:: Exercise brief ::
Every record below must come back exactly as written, with the images dropped.

:: Data for analysis ::

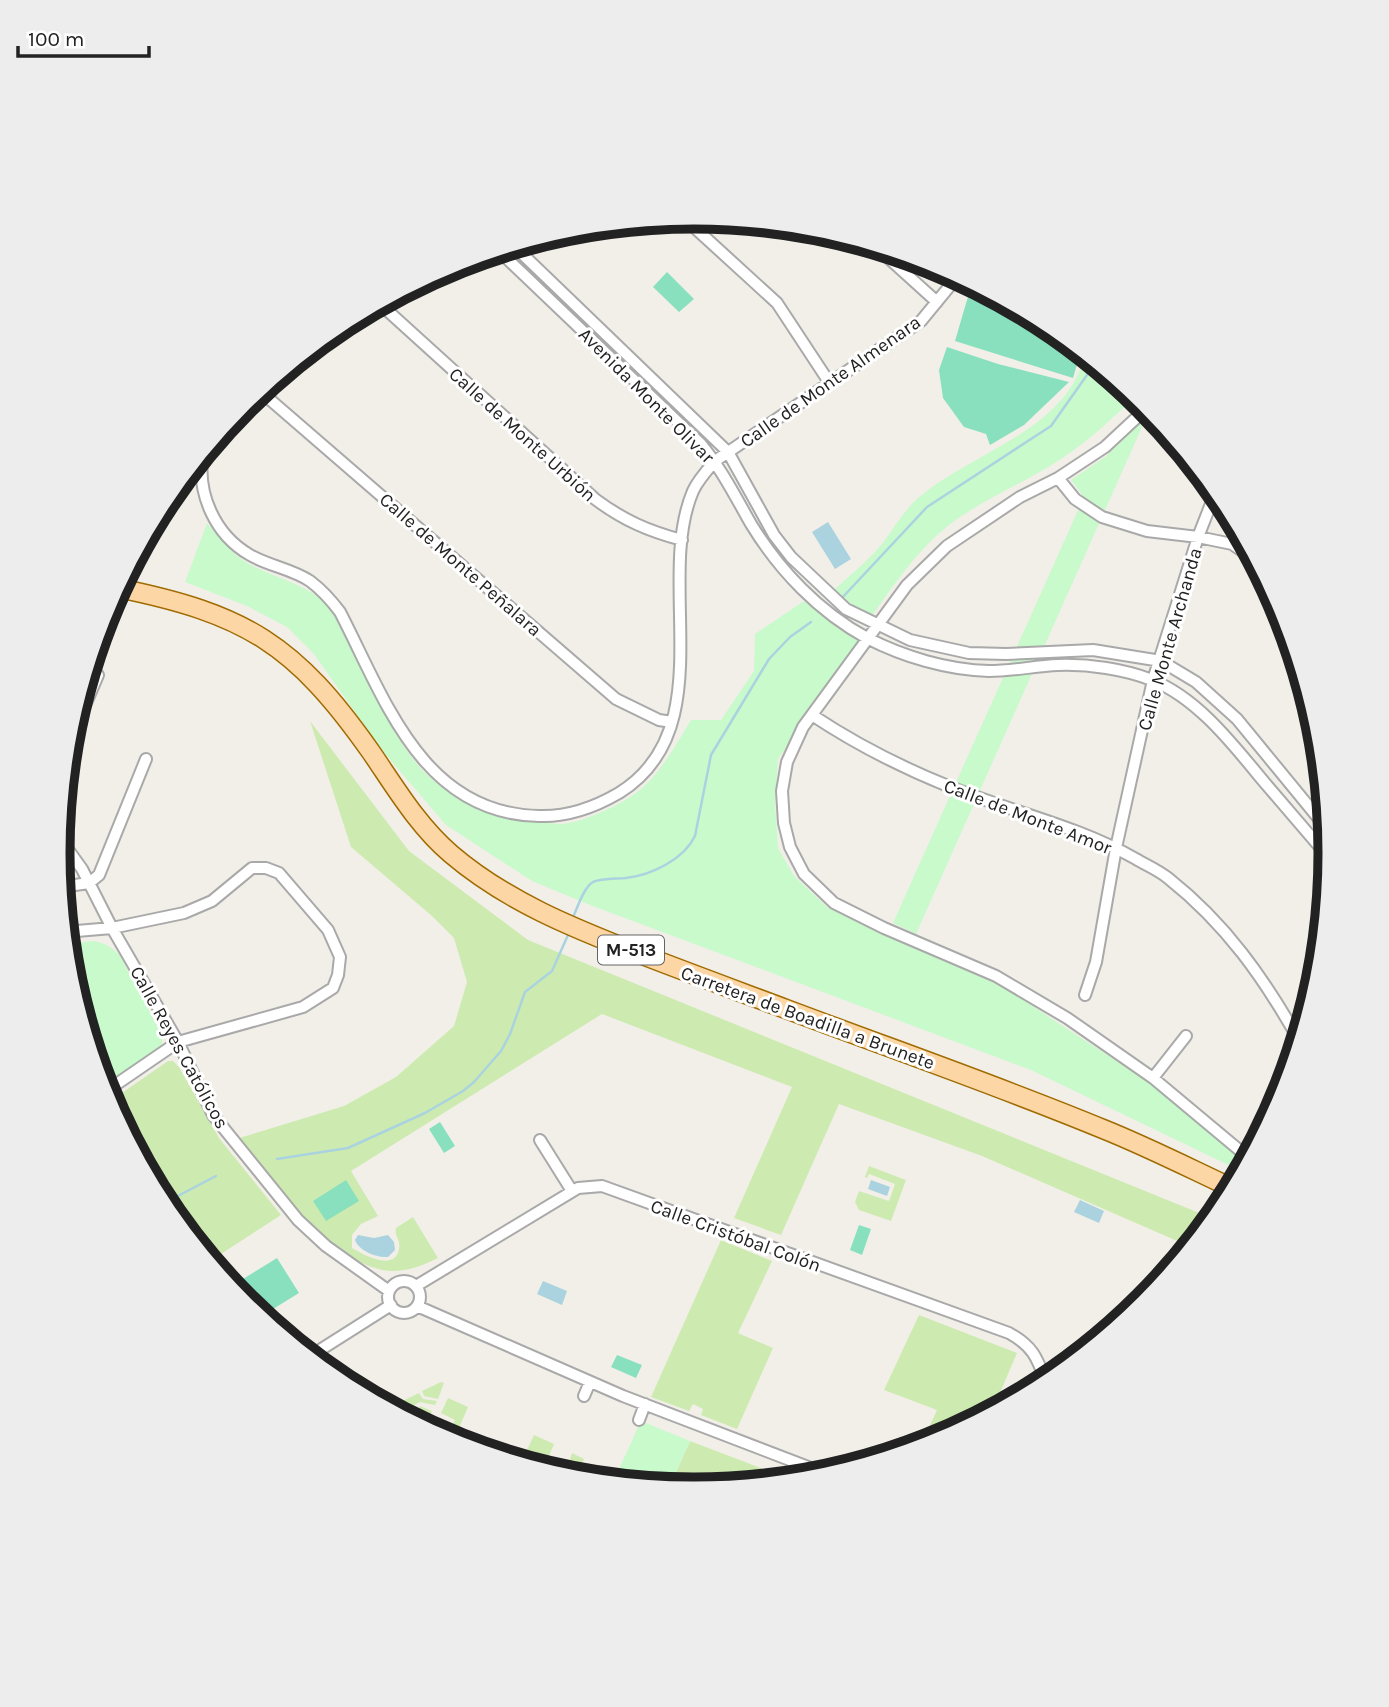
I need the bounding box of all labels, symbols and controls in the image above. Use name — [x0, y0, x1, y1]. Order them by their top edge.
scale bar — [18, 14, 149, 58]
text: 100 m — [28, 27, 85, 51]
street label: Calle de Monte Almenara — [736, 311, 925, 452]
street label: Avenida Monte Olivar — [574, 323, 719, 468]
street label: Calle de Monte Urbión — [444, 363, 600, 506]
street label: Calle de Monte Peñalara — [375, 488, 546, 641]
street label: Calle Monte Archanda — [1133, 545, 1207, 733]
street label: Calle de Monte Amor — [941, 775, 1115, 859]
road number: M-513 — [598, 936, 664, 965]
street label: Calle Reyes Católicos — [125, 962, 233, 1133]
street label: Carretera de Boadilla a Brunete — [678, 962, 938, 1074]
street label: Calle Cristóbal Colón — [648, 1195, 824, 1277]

:: Result of the exercise ::
I need the bounding box of all labels, symbols and controls in the image above. Use name — [x0, y0, x1, y1]. Order them by their top edge.
scale bar — [18, 14, 149, 58]
text: 100 m — [28, 27, 85, 51]
street label: Calle de Monte Almenara — [736, 311, 925, 452]
street label: Avenida Monte Olivar — [574, 323, 719, 468]
street label: Calle de Monte Urbión — [444, 363, 600, 506]
street label: Calle de Monte Peñalara — [375, 488, 546, 641]
street label: Calle Monte Archanda — [1133, 545, 1207, 733]
street label: Calle de Monte Amor — [941, 775, 1115, 859]
road number: M-513 — [598, 936, 664, 965]
street label: Calle Reyes Católicos — [125, 962, 233, 1133]
street label: Carretera de Boadilla a Brunete — [678, 962, 938, 1074]
street label: Calle Cristóbal Colón — [648, 1195, 824, 1277]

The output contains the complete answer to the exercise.